Prove $X = (\vec{x_1},...,\vec{x_n})^T$, then $X^T X = \sum \vec{x_i} \vec{x_i}^T$

Question

How would I prove the above identity - I don't want to write out each component and do the multiplication.
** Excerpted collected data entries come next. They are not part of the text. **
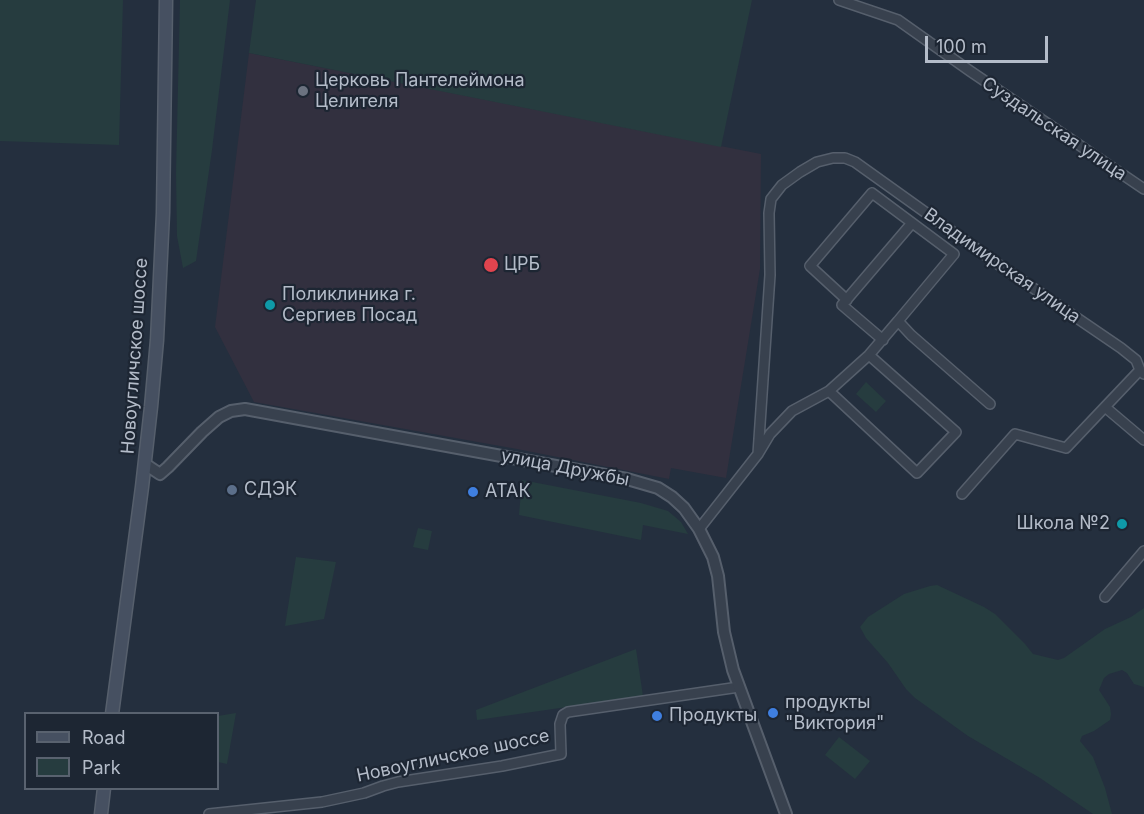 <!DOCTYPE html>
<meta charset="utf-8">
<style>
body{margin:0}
#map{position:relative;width:1144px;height:814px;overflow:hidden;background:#242f3e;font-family:Inter,sans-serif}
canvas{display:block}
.legend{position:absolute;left:24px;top:712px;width:195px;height:78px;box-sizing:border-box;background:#1d2633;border:2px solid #59626f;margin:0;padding:8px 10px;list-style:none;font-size:18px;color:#b4bcc9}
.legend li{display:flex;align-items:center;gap:12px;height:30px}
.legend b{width:30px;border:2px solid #59626f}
.scale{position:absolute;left:925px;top:36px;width:123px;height:27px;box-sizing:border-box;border:3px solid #b4bcc9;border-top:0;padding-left:8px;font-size:18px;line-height:21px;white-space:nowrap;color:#b4bcc9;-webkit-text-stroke:4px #1d2633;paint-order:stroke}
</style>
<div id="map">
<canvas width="1144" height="814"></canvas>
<ul class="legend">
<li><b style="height:8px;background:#465061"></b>Road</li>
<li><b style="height:16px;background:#263c3f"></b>Park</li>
</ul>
<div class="scale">100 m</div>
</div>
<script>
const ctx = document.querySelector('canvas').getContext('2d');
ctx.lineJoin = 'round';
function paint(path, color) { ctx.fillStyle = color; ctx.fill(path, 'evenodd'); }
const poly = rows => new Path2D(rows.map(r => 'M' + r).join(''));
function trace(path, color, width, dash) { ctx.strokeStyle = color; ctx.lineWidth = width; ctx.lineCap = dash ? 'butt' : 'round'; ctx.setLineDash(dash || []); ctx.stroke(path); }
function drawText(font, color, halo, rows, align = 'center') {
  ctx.font = font + ' Inter,sans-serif'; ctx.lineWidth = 4.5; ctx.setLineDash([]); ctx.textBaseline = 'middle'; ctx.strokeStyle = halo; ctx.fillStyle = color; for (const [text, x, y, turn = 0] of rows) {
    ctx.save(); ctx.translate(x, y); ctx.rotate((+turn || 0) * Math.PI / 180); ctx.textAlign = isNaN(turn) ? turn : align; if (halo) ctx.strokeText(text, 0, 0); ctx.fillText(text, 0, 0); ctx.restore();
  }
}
paint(poly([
 [249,53,761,154,760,269,726,478,671,468,669,479,517,449,254,402,215,327]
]), '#32303f');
paint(poly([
 [0,0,123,0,119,145,0,141],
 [180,0,230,0,212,150,196,261,183,268,177,236,176,173],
 [256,0,752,0,721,147,249,53],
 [866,382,886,401,876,412,856,394],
 [522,480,641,503,668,511,681,522,688,534,643,525,641,540,519,515],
 [418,528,432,531,428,550,413,547],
 [296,557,336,562,324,619,285,626],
 [937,585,984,607,995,614,1025,644,1033,654,1058,660,1064,658,1105,629,1131,617,1144,608,1144,687,1134,684,1127,673,1122,670,1109,674,1104,678,1099,690,1110,707,1111,714,1110,720,1094,731,1082,736,1080,741,1093,757,1105,788,1112,814,1093,814,1040,778,968,736,915,698,906,689,888,663,866,638,860,627,868,617,904,594,930,586],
 [636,649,643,696,477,720,476,710],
 [236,713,227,764,218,762,218,716],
 [839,737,870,761,855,779,825,755]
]), '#263c3f');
const minor = poly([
 [839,0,898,20,970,71,1144,189],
 [847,300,810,266,872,193,954,254,898,321],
 [883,340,842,305,912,223],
 [829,391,917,473,956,432,869,355],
 [1105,407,1144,440],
 [758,454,770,275,769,213,771,199,782,185,800,172,817,162,833,158,845,158,855,162,992,260,1121,348,1136,360,1140,370,1144,374],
 [962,494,1015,434,1066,448,1140,370],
 [699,529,758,454,770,434,792,411,829,391,869,355,898,321,911,335,990,404],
 [1105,597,1144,551],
 [209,814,322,802,364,793,383,786,398,782,502,766,561,754,560,724,563,715,568,712,739,687]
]);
const tertiary = poly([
 [145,464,160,474,168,467,202,432,219,417,231,411,245,409,627,479,658,488,672,497,684,508,699,529,713,557,718,576,724,632,733,670,786,814]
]);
const secondary = poly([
 [112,714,142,487,151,407,157,340,163,213,166,0],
 [101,814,104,788]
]);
trace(minor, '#565f6c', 12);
trace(tertiary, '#565f6c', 14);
trace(secondary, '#565f6c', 15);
trace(minor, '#38414e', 9);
trace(tertiary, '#38414e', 10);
trace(secondary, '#465061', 12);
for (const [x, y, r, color] of [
 [303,91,6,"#6b7280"],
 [491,265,8,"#e0444e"],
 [270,305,6,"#0f9aa8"],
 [232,490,6,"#5c6f8a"],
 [473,492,6,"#3f7fe0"],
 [1122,524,6,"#0f9aa8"],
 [773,713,6,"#3f7fe0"],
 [657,716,6,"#3f7fe0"]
]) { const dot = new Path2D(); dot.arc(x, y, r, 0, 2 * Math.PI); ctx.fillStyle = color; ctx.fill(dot); trace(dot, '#1d2633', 2); }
drawText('18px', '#b4bcc9', '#1d2633', [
 ["Церковь Пантелеймона",315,81],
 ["Целителя",315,102],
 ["ЦРБ",504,265],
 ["Поликлиника г.",282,295],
 ["Сергиев Посад",282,316],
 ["СДЭК",244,490],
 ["АТАК",485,492],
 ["Школа №2",1110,524,"right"],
 ["продукты",785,703],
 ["\"Виктория\"",785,724],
 ["Продукты",669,716]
], 'left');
drawText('18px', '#b4bcc9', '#1d2633', [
 ["Суздальская улица",1054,129,34],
 ["Владимирская улица",1002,266,35],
 ["Новоугличское шоссе",135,356,-86],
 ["улица Дружбы",565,468,11],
 ["Новоугличское шоссе",453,756,-12]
]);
</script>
Is there any other way?

Answer 1

$X^TX = (\vec x_1,\ldots,\vec x_n)\cdot \left(\begin{array}{c} \vec x_1^T\\\ldots \\ \vec x_n^T\end{array}\right) = \vec x_1\vec x_1^T +\ldots + \vec x_n \vec x_n^T$.

Answer 2

$ \def\bbR#1{{\mathbb R}^{#1}} \def\e{\varepsilon} \def\L{\left}\def\R{\right}\def\LR#1{\L(#1\R)} \def\m#1{\left[\begin{array}{c}#1\end{array}\right]} $Given the standard basis vectors $\e_k\in\bbR n$ and a matrix whose column vectors are $\,a_k\in\bbR m$
we can expand the matrix as a sum of vector pairs $$\eqalign{ A \;=\; \m{a_1&a_2&\ldots&a_n} \;=\; \LR{\sum_{i=1}^n a_i\,\e_i^T} \in\, \bbR{m\times n} \\ }$$ This expansion can be used to calculate the Gram matrix of $A$
$$\eqalign{ A^TA &= \sum_{i=1}^n \sum_{j=1}^n (\e_i a_i^T)\,(a_j\e_j^T) \;=\; \sum_{i=1}^n \sum_{j=1}^n (a_i^Ta_j)\,(\e_i\e_j^T) \\ &= \m{ a_1^Ta_1&a_1^Ta_2&\ldots&a_1^Ta_n \\ a_2^Ta_1&a_2^Ta_2&\ldots&a_2^Ta_n \\ \vdots&\vdots&\ddots&\vdots \\ a_n^Ta_1&a_n^Ta_2&\ldots&a_n^Ta_n \\ } \\ }$$ and the Gram matrix of $A^T$ as $$\eqalign{ AA^T &= \sum_{i=1}^n \sum_{j=1}^n (a_i\e_i^T)\,(\e_ja_j^T) \\ &= \sum_{i=1}^n \sum_{j=1}^n a_i \,\delta_{ij}\, a_j^T \\ &= \sum_{i=1}^n a_i a_i^T \\ }$$ where $\delta_{ij}$ is the Kronecker delta symbol.